[RECORDS FOR THE EXERCISE — start]
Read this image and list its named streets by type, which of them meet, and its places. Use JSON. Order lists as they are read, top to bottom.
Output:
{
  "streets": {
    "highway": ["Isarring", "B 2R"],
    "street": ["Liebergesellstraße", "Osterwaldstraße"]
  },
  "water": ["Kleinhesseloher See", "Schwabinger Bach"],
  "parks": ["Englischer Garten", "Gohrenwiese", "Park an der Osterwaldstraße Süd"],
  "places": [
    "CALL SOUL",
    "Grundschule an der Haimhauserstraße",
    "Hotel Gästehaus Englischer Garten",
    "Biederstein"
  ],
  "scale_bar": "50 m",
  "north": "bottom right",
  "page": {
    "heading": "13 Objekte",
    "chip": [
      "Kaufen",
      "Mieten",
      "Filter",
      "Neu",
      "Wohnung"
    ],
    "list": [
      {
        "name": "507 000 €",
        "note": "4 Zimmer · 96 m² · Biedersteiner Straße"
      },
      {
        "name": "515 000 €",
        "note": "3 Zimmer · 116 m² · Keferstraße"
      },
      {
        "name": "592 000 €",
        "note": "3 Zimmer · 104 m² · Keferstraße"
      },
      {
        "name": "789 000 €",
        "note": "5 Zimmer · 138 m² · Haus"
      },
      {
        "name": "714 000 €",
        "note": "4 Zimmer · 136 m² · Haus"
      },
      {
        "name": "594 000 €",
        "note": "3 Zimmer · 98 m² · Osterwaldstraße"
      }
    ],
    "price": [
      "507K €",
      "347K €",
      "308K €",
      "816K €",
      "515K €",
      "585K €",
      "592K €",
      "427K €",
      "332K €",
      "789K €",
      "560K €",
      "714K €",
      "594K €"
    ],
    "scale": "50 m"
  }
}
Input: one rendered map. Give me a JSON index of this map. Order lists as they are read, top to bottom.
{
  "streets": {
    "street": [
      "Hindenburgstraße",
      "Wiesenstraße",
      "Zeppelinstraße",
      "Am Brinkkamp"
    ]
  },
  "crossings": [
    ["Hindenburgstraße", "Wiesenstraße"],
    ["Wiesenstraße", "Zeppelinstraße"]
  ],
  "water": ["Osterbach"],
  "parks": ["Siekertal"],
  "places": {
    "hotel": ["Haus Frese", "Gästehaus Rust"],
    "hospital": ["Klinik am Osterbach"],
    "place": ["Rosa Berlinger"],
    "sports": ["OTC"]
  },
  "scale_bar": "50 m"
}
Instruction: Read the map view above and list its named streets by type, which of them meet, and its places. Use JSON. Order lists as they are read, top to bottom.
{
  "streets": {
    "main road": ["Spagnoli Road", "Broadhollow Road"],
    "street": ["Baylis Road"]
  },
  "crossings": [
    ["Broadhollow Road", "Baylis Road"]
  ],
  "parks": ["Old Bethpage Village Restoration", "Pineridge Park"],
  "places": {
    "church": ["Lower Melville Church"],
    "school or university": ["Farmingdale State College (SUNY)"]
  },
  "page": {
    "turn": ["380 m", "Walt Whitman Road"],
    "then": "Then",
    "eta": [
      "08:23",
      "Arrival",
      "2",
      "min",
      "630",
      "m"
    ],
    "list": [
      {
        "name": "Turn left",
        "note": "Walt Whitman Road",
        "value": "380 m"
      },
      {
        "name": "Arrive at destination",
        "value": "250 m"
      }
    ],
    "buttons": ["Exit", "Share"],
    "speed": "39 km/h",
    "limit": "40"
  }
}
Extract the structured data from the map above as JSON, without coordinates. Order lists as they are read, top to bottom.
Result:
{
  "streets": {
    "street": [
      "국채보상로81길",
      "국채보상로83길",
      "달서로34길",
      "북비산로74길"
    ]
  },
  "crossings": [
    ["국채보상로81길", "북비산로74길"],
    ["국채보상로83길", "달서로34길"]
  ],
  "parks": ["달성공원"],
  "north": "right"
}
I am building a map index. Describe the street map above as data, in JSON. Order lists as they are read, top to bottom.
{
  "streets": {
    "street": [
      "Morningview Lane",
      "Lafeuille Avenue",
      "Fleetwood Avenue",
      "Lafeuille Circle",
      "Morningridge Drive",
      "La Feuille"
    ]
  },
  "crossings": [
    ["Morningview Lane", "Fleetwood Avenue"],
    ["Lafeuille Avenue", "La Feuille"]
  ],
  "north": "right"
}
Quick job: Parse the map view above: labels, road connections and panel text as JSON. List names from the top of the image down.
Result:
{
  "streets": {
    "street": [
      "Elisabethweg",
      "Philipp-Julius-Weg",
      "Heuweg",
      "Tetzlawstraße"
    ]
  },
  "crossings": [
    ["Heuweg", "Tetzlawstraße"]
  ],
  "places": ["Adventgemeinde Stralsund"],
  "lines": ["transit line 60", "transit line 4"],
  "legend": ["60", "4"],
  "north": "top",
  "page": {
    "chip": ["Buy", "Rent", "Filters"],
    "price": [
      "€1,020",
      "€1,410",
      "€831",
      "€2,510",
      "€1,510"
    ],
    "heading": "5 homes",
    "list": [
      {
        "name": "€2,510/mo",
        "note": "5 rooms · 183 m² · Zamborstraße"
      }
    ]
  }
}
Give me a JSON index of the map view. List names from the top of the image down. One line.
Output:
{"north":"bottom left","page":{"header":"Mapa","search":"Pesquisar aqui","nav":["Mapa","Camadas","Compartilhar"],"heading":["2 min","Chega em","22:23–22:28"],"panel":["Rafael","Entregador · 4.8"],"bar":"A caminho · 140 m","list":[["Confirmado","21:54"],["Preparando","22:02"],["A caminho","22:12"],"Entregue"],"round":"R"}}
[RECORDS FOR THE EXERCISE — finish]
Where the word "down" shows up in a line of the listing, return that line.

Quick job: Parse the map view above: labels, road connections and panel text as JSON. List names from the top of the image down.
Give me a JSON index of the map view. List names from the top of the image down. One line.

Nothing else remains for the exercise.